Scuderie del Quirinale
February 20th – June 13 2010
Caravaggio was not a prolific painter because his life often interfered with his art. Yet over the centuries many works have been attributed to him – for some these are simply too many, for others they are just dubious”.
The exhibition at the Scuderie del Quirinale aims to offer the public only Caravaggio’s unquestionably uthentic production, as an undisputed summa of the great master’s works.

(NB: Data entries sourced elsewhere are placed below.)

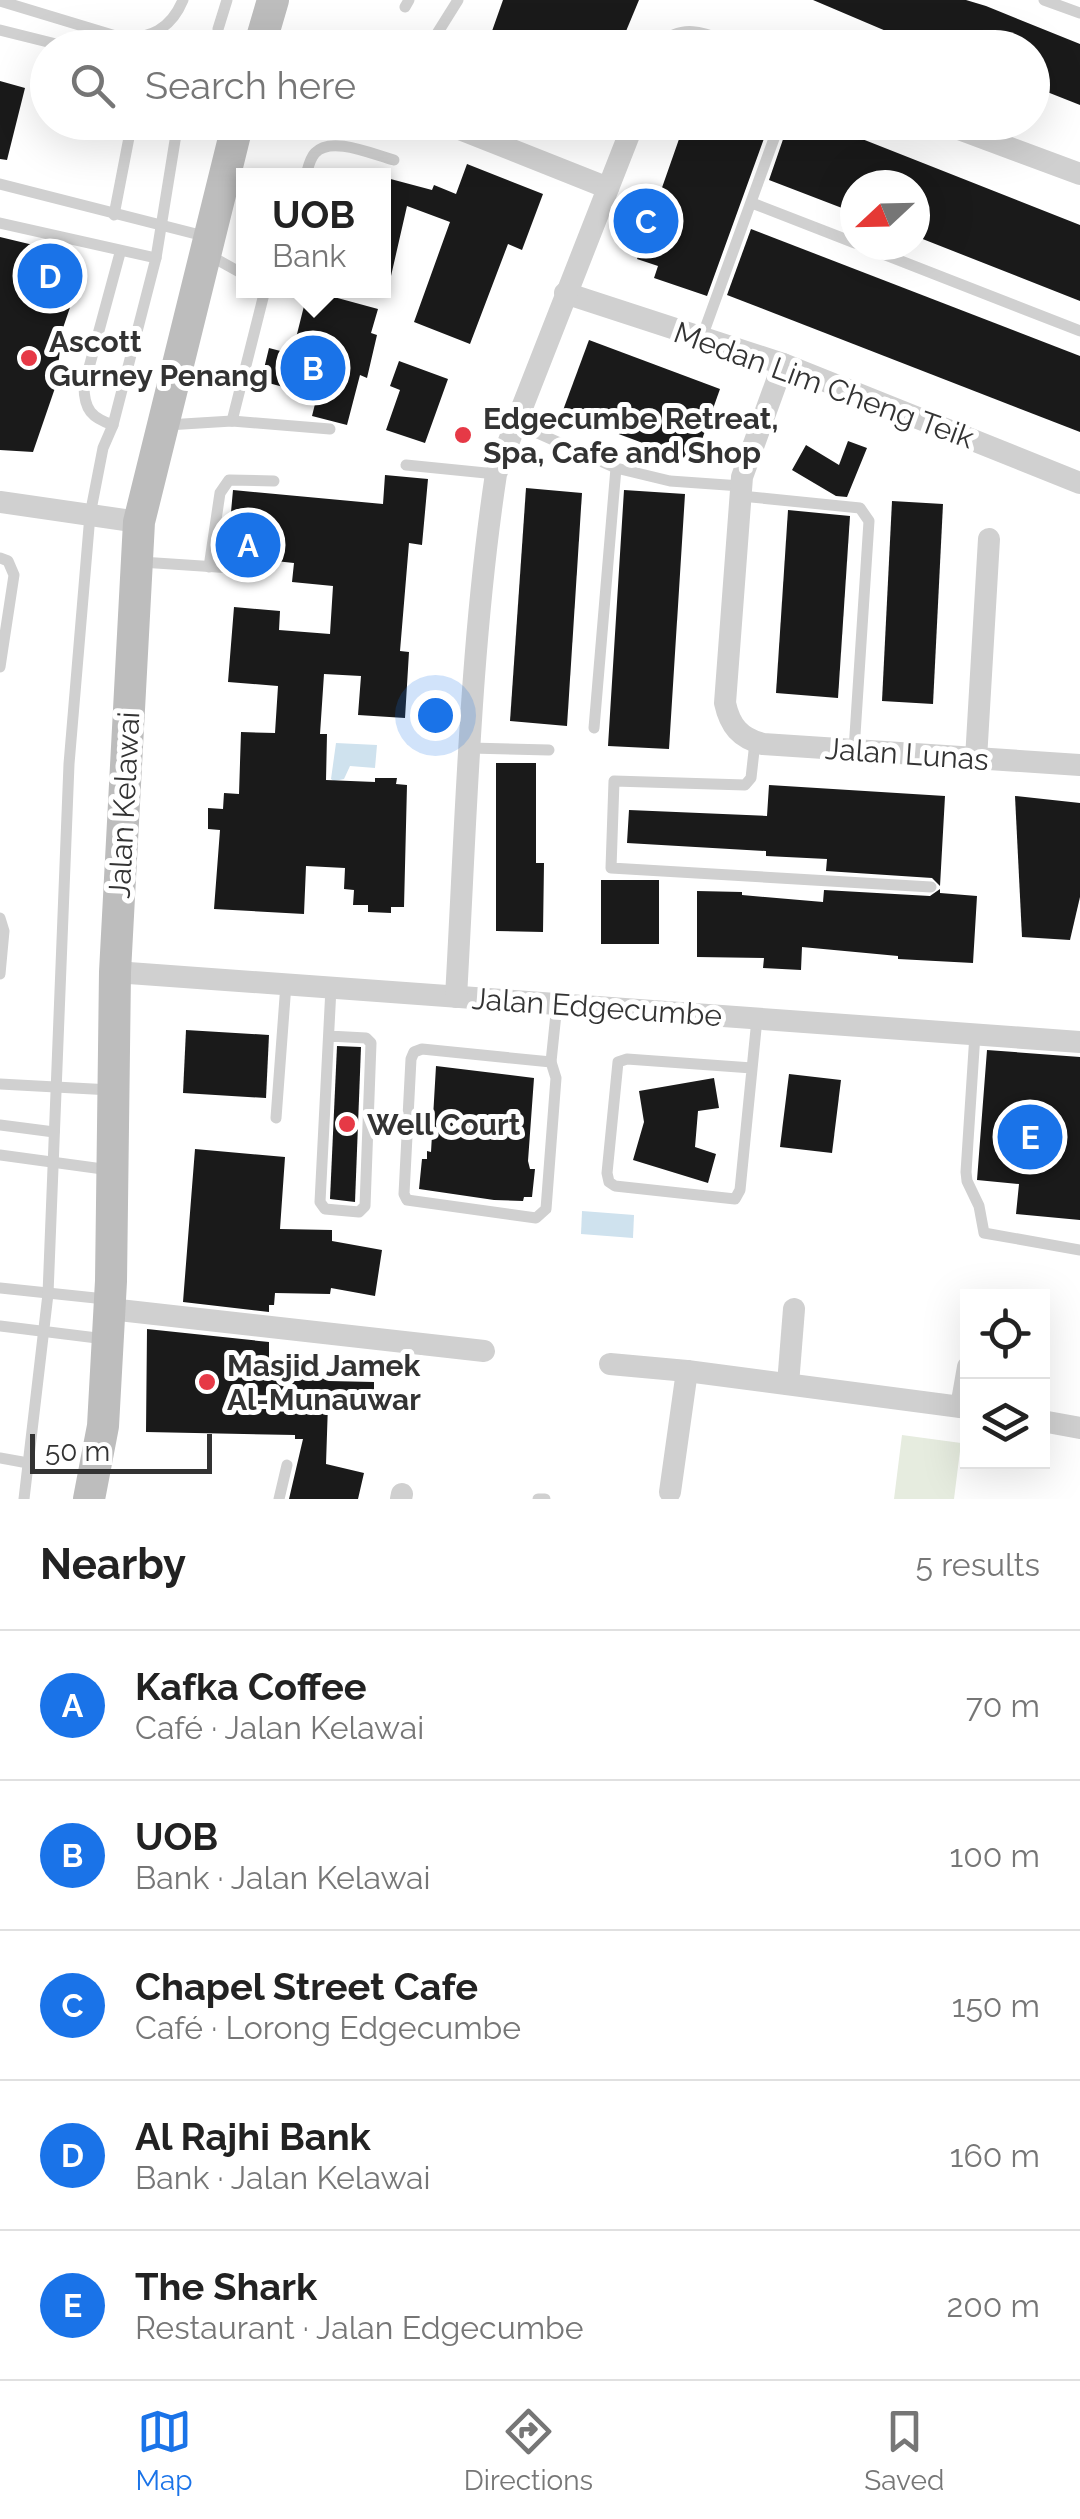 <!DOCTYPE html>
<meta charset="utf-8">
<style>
body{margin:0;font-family:Raleway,sans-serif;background:#f2f2f2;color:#222}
.controls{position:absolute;right:30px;bottom:30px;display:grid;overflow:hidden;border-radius:0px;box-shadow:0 10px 40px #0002}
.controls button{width:90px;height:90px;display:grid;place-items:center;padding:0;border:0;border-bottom:2px solid #e0e0e0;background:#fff;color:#222;font:50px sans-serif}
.compass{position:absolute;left:840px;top:170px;width:90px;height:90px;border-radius:50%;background:#fff;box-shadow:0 10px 40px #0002;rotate:248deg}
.scale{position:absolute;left:30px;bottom:25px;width:182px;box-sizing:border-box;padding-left:10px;border:5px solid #333;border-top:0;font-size:28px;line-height:35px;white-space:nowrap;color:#333;-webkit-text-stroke:8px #fff;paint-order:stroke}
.you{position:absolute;left:435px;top:715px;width:35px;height:35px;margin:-25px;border:8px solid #fff;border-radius:50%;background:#1a73e8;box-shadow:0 0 0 15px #1a73e833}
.badge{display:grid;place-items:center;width:65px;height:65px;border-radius:50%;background:#1a73e8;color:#fff;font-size:32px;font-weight:700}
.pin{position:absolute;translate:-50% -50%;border:5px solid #fff;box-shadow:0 2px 10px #0006}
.popup{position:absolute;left:236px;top:168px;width:155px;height:130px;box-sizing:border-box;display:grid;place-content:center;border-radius:0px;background:#fff;filter:drop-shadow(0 2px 8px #0005);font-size:32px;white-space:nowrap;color:#767676}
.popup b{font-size:38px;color:#222}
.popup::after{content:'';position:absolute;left:50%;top:100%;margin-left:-20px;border:20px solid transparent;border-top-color:#fff}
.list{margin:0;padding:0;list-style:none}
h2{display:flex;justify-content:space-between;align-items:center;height:130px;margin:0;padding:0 40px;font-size:42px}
h2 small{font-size:32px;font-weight:400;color:#767676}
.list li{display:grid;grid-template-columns:65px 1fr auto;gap:30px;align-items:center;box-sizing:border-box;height:150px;padding:0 40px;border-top:2px solid #e0e0e0}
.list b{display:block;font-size:38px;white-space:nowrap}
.list p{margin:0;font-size:32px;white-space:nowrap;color:#767676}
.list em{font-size:32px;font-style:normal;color:#767676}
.icon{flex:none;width:55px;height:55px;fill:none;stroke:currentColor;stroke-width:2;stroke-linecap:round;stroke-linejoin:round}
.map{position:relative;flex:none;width:1080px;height:1499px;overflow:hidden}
.search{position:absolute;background:#fff;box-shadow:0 10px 40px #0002;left:30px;right:30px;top:30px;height:110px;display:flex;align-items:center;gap:25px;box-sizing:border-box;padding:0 35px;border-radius:55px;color:#767676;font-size:38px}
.sheet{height:880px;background:#fff}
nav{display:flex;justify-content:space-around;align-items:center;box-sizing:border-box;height:140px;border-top:2px solid #e0e0e0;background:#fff;font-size:28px;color:#767676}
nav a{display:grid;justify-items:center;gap:5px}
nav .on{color:#1a73e8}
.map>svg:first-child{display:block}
.green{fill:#e6ecdf}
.water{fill:#cfe2ee}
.building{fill:#1a1a1a}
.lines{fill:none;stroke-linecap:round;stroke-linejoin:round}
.service{stroke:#d0d0d0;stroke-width:11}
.minor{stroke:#d0d0d0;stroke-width:22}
.secondary{stroke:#bdbdbd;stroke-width:32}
.poi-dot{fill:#e63946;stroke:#fff;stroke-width:4}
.labels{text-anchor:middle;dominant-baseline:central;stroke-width:10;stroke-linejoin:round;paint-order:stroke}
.poi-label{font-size:30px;font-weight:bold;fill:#333;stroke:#fff;text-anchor:start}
.street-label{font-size:30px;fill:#333;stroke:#fff}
</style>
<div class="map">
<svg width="1080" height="1499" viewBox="0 0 1080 1499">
<rect width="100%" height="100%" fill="#fff"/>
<path class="green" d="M902,1435L961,1443L954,1499H894Z"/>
<g class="water">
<path d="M336,743L377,745L375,768L350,766L344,779L334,781L331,779Z"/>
<path d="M582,1211L634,1215L633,1238L581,1234Z"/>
</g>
<g class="building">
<path d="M503,0H639L619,48H486Z"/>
<path d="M813,0H966L986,6L1080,44V105L1032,86V48H926Z"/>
<path d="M0,81L25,88L7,160L0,159Z"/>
<path d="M685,122H770L707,296L654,278L658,266L637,259Z"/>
<path d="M789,122H819L1080,225V301L915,236V185H855V213L769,180Z"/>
<path d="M467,164L543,194L522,250L508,244L470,344L414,322L450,222L407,206L391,276H383V177L432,190L434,185L456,194Z"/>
<path d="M751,229L1080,356V432L727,295Z"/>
<path d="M0,237L79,256L78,284L63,328L55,388L33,452L0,450Z"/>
<path d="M308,290L378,309L371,333L377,335L367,378L360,375L347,425L312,416L317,396L261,381L269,348L292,354Z"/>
<path d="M589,340L720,389L694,462L562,413Z"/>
<path d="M399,361L448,379L425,443L386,430L400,390L390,386Z"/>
<path d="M848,441L867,448L847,497L836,496L792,470L806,445L839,465Z"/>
<path d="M385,475L428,479L422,545L409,543L400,651L409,652L405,718L358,715L361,676L324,674L320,734H327L326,780L375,782V778H397L396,784L407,785L404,907H391V913L368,912V905H353L354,890L344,889L345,868L306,866L304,914L214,909L220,830L208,829V808L223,809L224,793L239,794L241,732L275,733L278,686L228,682L234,607L280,611L279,630L330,634L333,586L292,582L294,563L227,556L233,490L383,504Z"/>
<path d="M526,488L582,493L567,726L510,721Z"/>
<path d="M624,490L685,494L669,749L608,746Z"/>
<path d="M892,501L943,504L933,704L882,701Z"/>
<path d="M788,510L850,516L838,698L776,693Z"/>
<path d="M496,763H536V863H544L543,932L496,931Z"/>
<path d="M769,785L945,796L940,886L932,878L826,871L827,859L766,856V851L627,843L629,810L767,816Z"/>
<path d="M1015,796L1080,803V897L1070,940L1022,937Z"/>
<rect x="601" y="880" width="58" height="64"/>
<path d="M940,889V893L977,896L973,963L898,959V956L802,947L801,970L763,968L764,958L697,957V891L742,892V895L823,902L824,890L930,896Z"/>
<path d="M186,1030L269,1035L266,1098L183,1093Z"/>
<path d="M337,1046L361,1047L355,1202L330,1199Z"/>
<path d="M987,1050L1080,1057V1220L1016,1214L1019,1184L977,1180Z"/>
<path d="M436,1066L534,1078L528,1161L530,1169H535L532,1197H524L523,1201L494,1200L419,1189L422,1159H427V1151L431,1152Z"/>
<path d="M789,1074L841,1080L832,1153L780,1147Z"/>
<path d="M714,1078L719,1108L698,1111L695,1147L716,1154L708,1183L633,1160L644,1122L639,1091Z"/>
<path d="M195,1149L285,1157L280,1229L332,1230V1241L382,1250L375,1296L331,1288L330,1294L275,1293L274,1305H269V1312L183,1302Z"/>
<path d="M147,1329L269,1342V1372L330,1375L329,1381L374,1382V1405L328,1404L326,1464L364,1473L358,1499H289L303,1439H295V1435L146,1432Z"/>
</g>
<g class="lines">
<g class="service">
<path d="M1044,0L1080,13"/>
<path d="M0,1L119,37C150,40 171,29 183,0"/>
<path d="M405,7L409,0"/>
<path d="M0,30L72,48"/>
<path d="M221,48L218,29L227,0"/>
<path d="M428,48L458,0"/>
<path d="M306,175C308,168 310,158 315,153C331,135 374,155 394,160"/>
<path d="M0,184L204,236"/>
<path d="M752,203L855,243"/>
<path d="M114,215L132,122"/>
<path d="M0,223L156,258"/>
<path d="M860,245L1080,331"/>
<path d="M207,254L243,274"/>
<path d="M702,337L780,122"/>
<path d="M232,421L265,290"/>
<path d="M515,423L616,468L670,481L741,486"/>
<path d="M113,425C92,418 84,410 84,386L120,253"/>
<path d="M167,425L232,421L330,429"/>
<path d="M406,465L496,474"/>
<path d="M741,496L860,508L869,521L854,750"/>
<path d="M0,558L8,561L14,575L0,667"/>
<path d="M141,562L232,568"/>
<path d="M209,567L220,493L229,480L274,481"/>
<path d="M594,728L616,468"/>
<path d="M755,742L751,778L745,785L614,781L611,868L931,887"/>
<path d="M470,748L549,750"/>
<path d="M0,918L4,931L0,974"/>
<path d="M975,1034L966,1172L967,1181L979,1206L984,1233L1080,1250"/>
<path d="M329,1036L366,1038L371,1043L365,1206L359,1212L325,1209L320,1202L331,988"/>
<path d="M422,1049L551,1062L556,1078L546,1209L536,1218L407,1200L404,1194L411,1059L414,1052Z"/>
<path d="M551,1062L557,1004"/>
<path d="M752,1068L627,1059L618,1062L607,1173L609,1182L615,1186L735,1199L740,1190L757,1019"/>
<path d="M0,1084L111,1090"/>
<path d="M276,1118L286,984"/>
<path d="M0,1125L54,1132"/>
<path d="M0,1155L110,1170"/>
<path d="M0,1288L105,1299"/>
<path d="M0,1326L105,1339"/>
<path d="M0,1458L28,1463"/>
<path d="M24,1499L48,1294L69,764L90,515L103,448L113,425L156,258L178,122"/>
<path d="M279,1499L287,1465"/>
<path d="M538,1499H545"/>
</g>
<g class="minor">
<path d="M665,48C684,28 707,40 729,48"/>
<path d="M442,122L608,188"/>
<path d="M940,122L1080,174"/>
<path d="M565,293L783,364L1080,483"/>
<path d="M783,364L742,477L725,703C730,726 740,738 763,744L1080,765"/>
<path d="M0,502L139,522"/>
<path d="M976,759L989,539"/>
<path d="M115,972L1080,1042"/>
<path d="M456,997C466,823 470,646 496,474L634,122"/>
<path d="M110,1309L484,1351"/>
<path d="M610,1364L687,1371L968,1408"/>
<path d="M788,1384L794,1309"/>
<path d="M961,1407L968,1367"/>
<path d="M1042,1421L1080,1428"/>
<path d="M670,1492L687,1371"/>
<path d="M401,1499L402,1494"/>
</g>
<g class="secondary">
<path d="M259,48L273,0"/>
<path d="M89,1499L103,1426L111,1281L115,972L139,522L238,122"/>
</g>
</g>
<g class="poi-dot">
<circle cx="29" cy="358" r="10"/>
<circle cx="463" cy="435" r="10"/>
<circle cx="347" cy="1124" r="10"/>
<circle cx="207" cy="1382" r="10"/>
</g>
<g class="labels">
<g class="poi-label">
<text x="49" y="341">Ascott<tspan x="49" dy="34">Gurney Penang</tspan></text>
<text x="483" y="418">Edgecumbe Retreat,<tspan x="483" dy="34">Spa, Cafe and Shop</tspan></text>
<text x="367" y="1124">Well Court</text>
<text x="227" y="1365">Masjid Jamek<tspan x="227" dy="34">Al-Munauwar</tspan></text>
</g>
<g class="street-label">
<text transform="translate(824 385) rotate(20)">Medan Lim Cheng Teik</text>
<text transform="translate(907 754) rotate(4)">Jalan Lunas</text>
<text transform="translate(124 805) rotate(-87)">Jalan Kelawai</text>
<text transform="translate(597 1007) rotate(4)">Jalan Edgecumbe</text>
</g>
</g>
</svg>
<div class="controls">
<button><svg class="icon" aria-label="locate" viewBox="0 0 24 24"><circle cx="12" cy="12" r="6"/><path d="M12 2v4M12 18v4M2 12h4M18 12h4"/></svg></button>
<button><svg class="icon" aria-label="layers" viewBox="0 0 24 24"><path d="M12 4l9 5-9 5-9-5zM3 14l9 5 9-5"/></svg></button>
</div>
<svg class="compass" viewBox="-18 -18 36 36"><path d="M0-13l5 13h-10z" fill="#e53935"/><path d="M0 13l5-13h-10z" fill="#767676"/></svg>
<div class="scale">50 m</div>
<div class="you"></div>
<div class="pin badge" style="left:248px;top:545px">A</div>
<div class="pin badge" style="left:313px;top:368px">B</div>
<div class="popup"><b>UOB</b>Bank</div>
<div class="pin badge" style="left:646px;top:221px">C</div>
<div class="pin badge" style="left:50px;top:276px">D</div>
<div class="pin badge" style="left:1030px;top:1137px">E</div>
<div class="search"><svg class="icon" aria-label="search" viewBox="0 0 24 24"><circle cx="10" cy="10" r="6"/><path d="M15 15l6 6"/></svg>Search here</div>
</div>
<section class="sheet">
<h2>Nearby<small>5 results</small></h2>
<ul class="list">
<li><span class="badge">A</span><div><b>Kafka Coffee</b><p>Café · Jalan Kelawai</p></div><em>70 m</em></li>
<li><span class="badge">B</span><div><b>UOB</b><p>Bank · Jalan Kelawai</p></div><em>100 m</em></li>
<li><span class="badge">C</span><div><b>Chapel Street Cafe</b><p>Café · Lorong Edgecumbe</p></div><em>150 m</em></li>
<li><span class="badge">D</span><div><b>Al Rajhi Bank</b><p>Bank · Jalan Kelawai</p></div><em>160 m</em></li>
<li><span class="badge">E</span><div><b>The Shark</b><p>Restaurant · Jalan Edgecumbe</p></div><em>200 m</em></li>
</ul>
</section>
<nav>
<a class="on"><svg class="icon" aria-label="map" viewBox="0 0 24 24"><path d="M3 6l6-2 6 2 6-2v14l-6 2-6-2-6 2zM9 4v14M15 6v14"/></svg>Map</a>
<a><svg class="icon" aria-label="directions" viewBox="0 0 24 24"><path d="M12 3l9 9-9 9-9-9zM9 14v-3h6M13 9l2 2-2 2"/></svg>Directions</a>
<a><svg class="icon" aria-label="saved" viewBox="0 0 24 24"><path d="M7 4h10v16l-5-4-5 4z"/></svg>Saved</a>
</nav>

A succession of exceptional paintings will dazzle the viewer with Caravaggio’s extraordinary technique, vision and artistic innovation – all elements that have established his widespread appeal as a unique painter, with none before or after him ever matching his ability to ‘shed light into darkness’.
A succession of twenty-four absolute masterpieces, selected among the artist’s universally authenticated works, have therefore been brought together at the Scuderie del Quirinale for a remarkable commemoration of the four hundredth anniversary of the death of Michelangelo Merisi, in an original exhibition designed by architect Michele De Lucchi.
Under the patronage of the President of the Italian Republic, the show has been organised by the Azienda Speciale Palaexpo in collaboration with the Italian Culture Ministry and the Soprintendenza Speciale per il Polo Museale di Roma. Co-produced with MondoMostre, the exhibition has been completed with the support of Cariparma.
Caravaggio’s artistic career will be illustrated along both floors of the Scuderie, in an itinerary that aims to highlight new comparisons between works and subjects. The Boy with a Basket of Fruit from the Borghese Gallery, among the artist’s most important early works, will thus be displayed alongside the Uffizi Gallery Bacchus, offering two examples of Caravaggio’s mastery of the still life genre. These two works have never before been placed in direct comparison in this way, with the Basket of Fruit from the Pinacoteca Ambrosiana in Milan on display here for the first time ever outside its traditional home.
Although clearly one of the main leitmotifs of the exhibition, the direct comparison between Caravaggio’s works is by no means the only structural element of this show. All the works are extremely well known, although some – such as the two Supper at Emmaus respectively from the National Gallery in London and the Pinacoteca di Brera (for which new technical and scientific research conducted by the Opificio delle Pietre Dure in Florence has brought to light discoveries that will be documented in the exhibition) – are more easily visible than others. Other well known highlights include The Musicians from the Metropolitan Museum of New York, The Lute Player from the Hermitage and Amor Vincit Omnia from the Gemaldgalerie in Berlin, as well as the three versions of St John the Baptist – respectively from the Capitoline Museums (freshly restored), the Galleria Corsini in Rome and the Nelson-Atkins Museum of Kansas City, which being the furthest for a European public is likely to be the least familiar. Among the works more rarely sent on loan there are the Entombment of Christ from the Vatican Museum, the Crown of Thorns from the Kunsthistorisches Museum in Vienna, The Cardsharps from the Kimbell Art Museum of Fort Worth and the extraordinary Annunciation from the Museum of Nancy, restored for the occasion in Rome at the IsCR (Istituto Superiore per la Conservazione e il Restauro) labs in a joint Franco-Italian project that has rendered this truly surprising picture once more appreciable.
The city of Rome itself is the ideal setting for an anthological show devoted to Caravaggio, affording the public the chance to appreciate both the works loaned from across the world at the Scuderie and those still in situ in the various churches for which they were commissioned. Through a series of carefully studied itineraries it will thus be possible for visitors to experience the unique privilege of viewing, within an area of just a few square kilometres, much of Caravaggio’s undisputedly authentic opus, in a kind of renewed and grateful tribute to this great artist.